18 August 2016 at 1:06 pm

Tracey Smiling Colour

Tracey Davies

On 17 August 2016, the head of CER’s Corporate Accountability & Transparency Programme, Tracey Davies, delivered the keynote address at the annual national conference of the South African affiliate of the International Association for Impact Assessment in Port Elizabeth. The theme of the 2016 conference was “Environmental Change & Challenges: Resilience, Adaptation & Sustainability”.

The address speaks powerfully about the importance of inclusive and participatory decision-making, objectivity and independence, and the ways in which Environmental Assessment Practitioners (EAPs) can both hinder and promote the realisation of environmental justice. We publish the address in full below.

“Good morning. It’s great to be here, and to have this opportunity to speak to you all today.

“The Centre for Environmental Rights, which some of you have probably heard of, or even dealt with, is a group of public interest environmental lawyers that help South African communities and other NGOs defend our Constitutional right to a healthy environment. While our work covers a broad spectrum of advocacy, research and litigation, our attorneys spend a considerable amount of time commenting on environmental impact assessment reports. Usually, this is with a view to objecting to a particular development which will have a severe negative impact on the environment, and therefore on the health and well-being of affected communities. In many of our cases, for example those involving mining in strategic water source areas or the construction of new coal-fired power stations, the impacts of these developments will have consequences far beyond the immediate vicinity of the project: consequences for the health and well-being of all South Africans, and for our ability to mitigate the effects of, and adapt to, climate change.

“When I was reading the programme for this year’s conference, which is packed with sessions with extremely interesting titles, it nevertheless struck me that almost all of the session topics are extremely technical in nature. Which is not, of course, surprising, given that the field of impact assessment is so heavily reliant on technical and scientific expertise. But I was saddened to see that there are really no sessions discussing what I will call the human element of environmental impact assessment: firstly, inclusive and participatory decision-making, and secondly, objectivity and independence. These foundational pillars of our environmental regulatory system are pivotal: when they are absent, we cannot hope to achieve “sustainable development”.

“So I would like to set aside the scientific and technical elements of impact assessment for half an hour, before you immerse yourselves in those over the next 3 days, and, if you will bear with me, to take you back to the legal principles which form the foundation of all of our professions, and of course the constitutional environmental right – on which these legal principles have been based. I would also like to share with you some of our perceptions and experiences of environmental impact assessment in the work that we do, and appeal to you to bear these in mind when you are out in the field.

“The first national environmental management principle in the National Environmental Management Act is that:

Environmental management must place people and their needs at the forefront of its concern, and serve their physical, psychological, developmental, cultural and social interests equitably.

“The NEMA principles also require that “sustainable development must include the participation of all interested and affected parties, and that decisions must take into account their interests, needs and values”.
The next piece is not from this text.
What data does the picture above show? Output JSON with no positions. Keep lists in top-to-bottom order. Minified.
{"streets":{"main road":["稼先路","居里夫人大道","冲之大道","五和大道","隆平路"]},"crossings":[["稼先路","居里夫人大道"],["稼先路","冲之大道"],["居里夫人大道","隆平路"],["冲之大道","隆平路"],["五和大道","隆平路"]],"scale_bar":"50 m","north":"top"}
“The Environmental Impact Assessment Regulations make it the first requirement of an environmental assessment practitioner that he or she be independent. They also require that the work of an EAP is performed in an objective manner, even if this results in views and findings that are not favourable to the application.

“The Code of Ethics to which all members of the IAIA subscribe requires that members must “at all times place the integrity of the natural environment and the health, safety and welfare of the human community above any commitment to sector or private interests”.

“It is clear then that people, and objectivity, are at the core of effective environmental management. And yet in our work we see so many cases where the people whose environment and well-being will be negatively affected by a development have been relegated to a footnote, a box to be ticked, and where the requirement for objectivity and independence has been discarded altogether.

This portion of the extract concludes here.